查找仅在字符串中出现一次的第一个字符的最快方法是什么?
答案 0 :(得分:32)
它必须至少是O(n),因为在你读完所有字符之前你不知道是否会重复一个字符。
因此,您可以迭代字符并在第一次看到它时将每个字符附加到列表中,并单独记录您看到它的次数(事实上,对于计数而言,唯一重要的值是“0”,“1”或“超过1”)。
当你到达字符串的末尾时,你必须找到列表中第一个只有一个计数的字符。
Python中的示例代码:
def first_non_repeated_character(s):
counts = defaultdict(int)
l = []
for c in s:
counts[c] += 1
if counts[c] == 1:
l.append(c)
for c in l:
if counts[c] == 1:
return c
return None
这在O(n)中运行。
答案 1 :(得分:14)
在处理整个字符串之前,你不可能知道字符是不重复的,所以我的建议是:
def first_non_repeated_character(string):
chars = []
repeated = []
for character in string:
if character in chars:
chars.remove(character)
repeated.append(character)
else:
if not character in repeated:
chars.append(character)
if len(chars):
return chars[0]
else:
return False
编辑:最初发布的代码很糟糕,但这个最新的代码片段是Ryan的计算机™认证工作。
答案 2 :(得分:4)
为什么不使用基于堆的数据结构,例如最小优先级队列。当您从字符串中读取每个字符时,将其添加到队列中,其优先级取决于字符串中的位置和到目前为止的出现次数。您可以修改队列以在碰撞时添加优先级,以便角色的优先级是该角色的出现次数的总和。在循环结束时,队列中的第一个元素将是字符串中最不频繁的字符,如果有多个字符且count == 1,则第一个元素是添加到队列中的第一个唯一字符。
答案 3 :(得分:3)
许多答案正在尝试O(n),但是忘记了从他们用来跟踪的列表/关联数组/集中插入和删除的实际成本。

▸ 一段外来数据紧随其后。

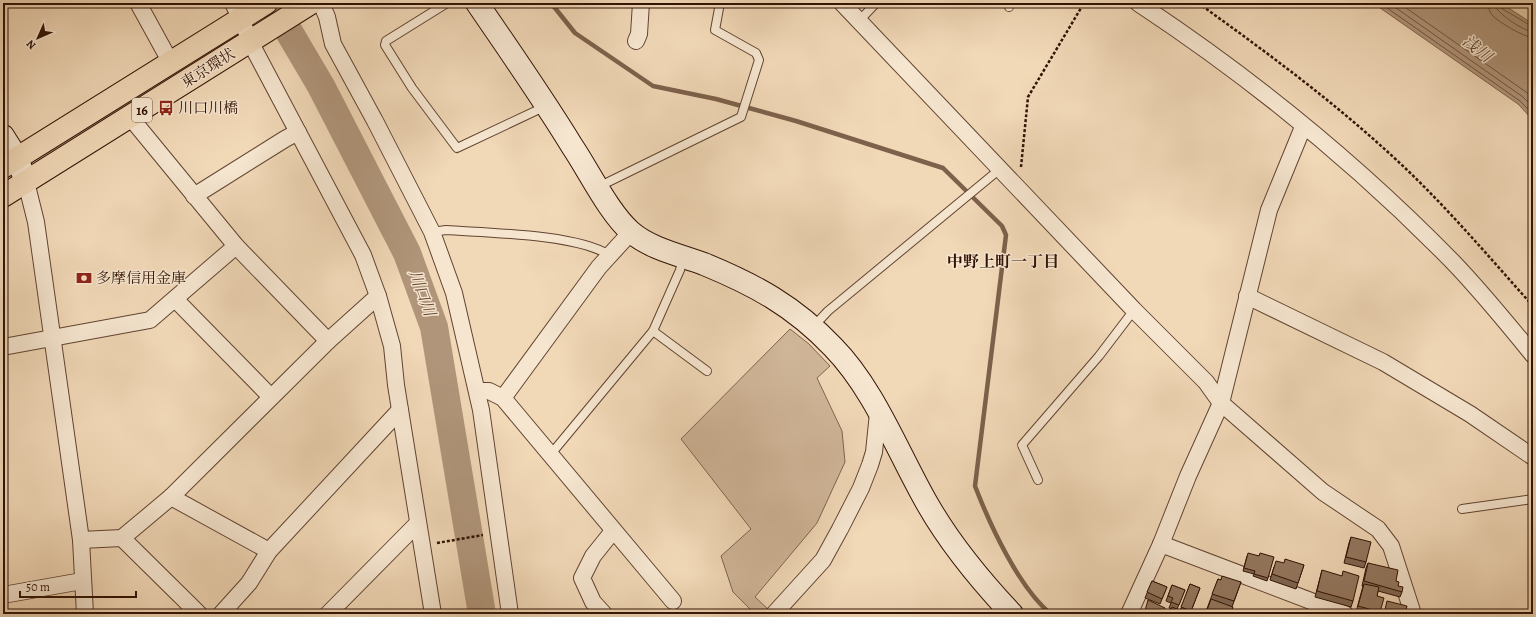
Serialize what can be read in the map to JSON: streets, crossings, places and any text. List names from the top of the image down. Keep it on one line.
{"streets":{"highway":["東京環状","16"]},"districts":["中野上町一丁目"],"water":["浅川","川口川"],"places":{"bus stop":["川口川橋"],"bank":["多摩信用金庫"]},"scale_bar":"50 m","north":"bottom left"}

如果您可以假设char是单个字节,那么您使用由char索引的简单数组并在其中保留计数。这是真正的O(n)因为数组访问是有保证的O(1),并且最后通过数组来找到第一个元素是1是恒定时间(因为数组有一个小的固定大小)。
如果您不能假设char是单个字节,那么我建议对字符串进行排序,然后单次检查相邻的值。对于最终传递,这将是排序加O(n)的O(n log n)。所以它实际上是O(n log n),它优于O(n ^ 2)。此外,它几乎没有空间开销,这是许多尝试O(n)的答案的另一个问题。
答案 4 :(得分:3)
这是另一种有趣的方式。计数器需要 Python2.7 或 Python3.1
>>> from collections import Counter
>>> def first_non_repeated_character(s):
... return min((k for k,v in Counter(s).items() if v<2), key=s.index)
...
>>> first_non_repeated_character("aaabbbcddd")
'c'
>>> first_non_repeated_character("aaaebbbcddd")
'e'
答案 5 :(得分:2)
重构前面提出的解决方案(不必使用额外的列表/内存)。这会超过字符串两次。所以这就像原始解决方案一样需要O(n)。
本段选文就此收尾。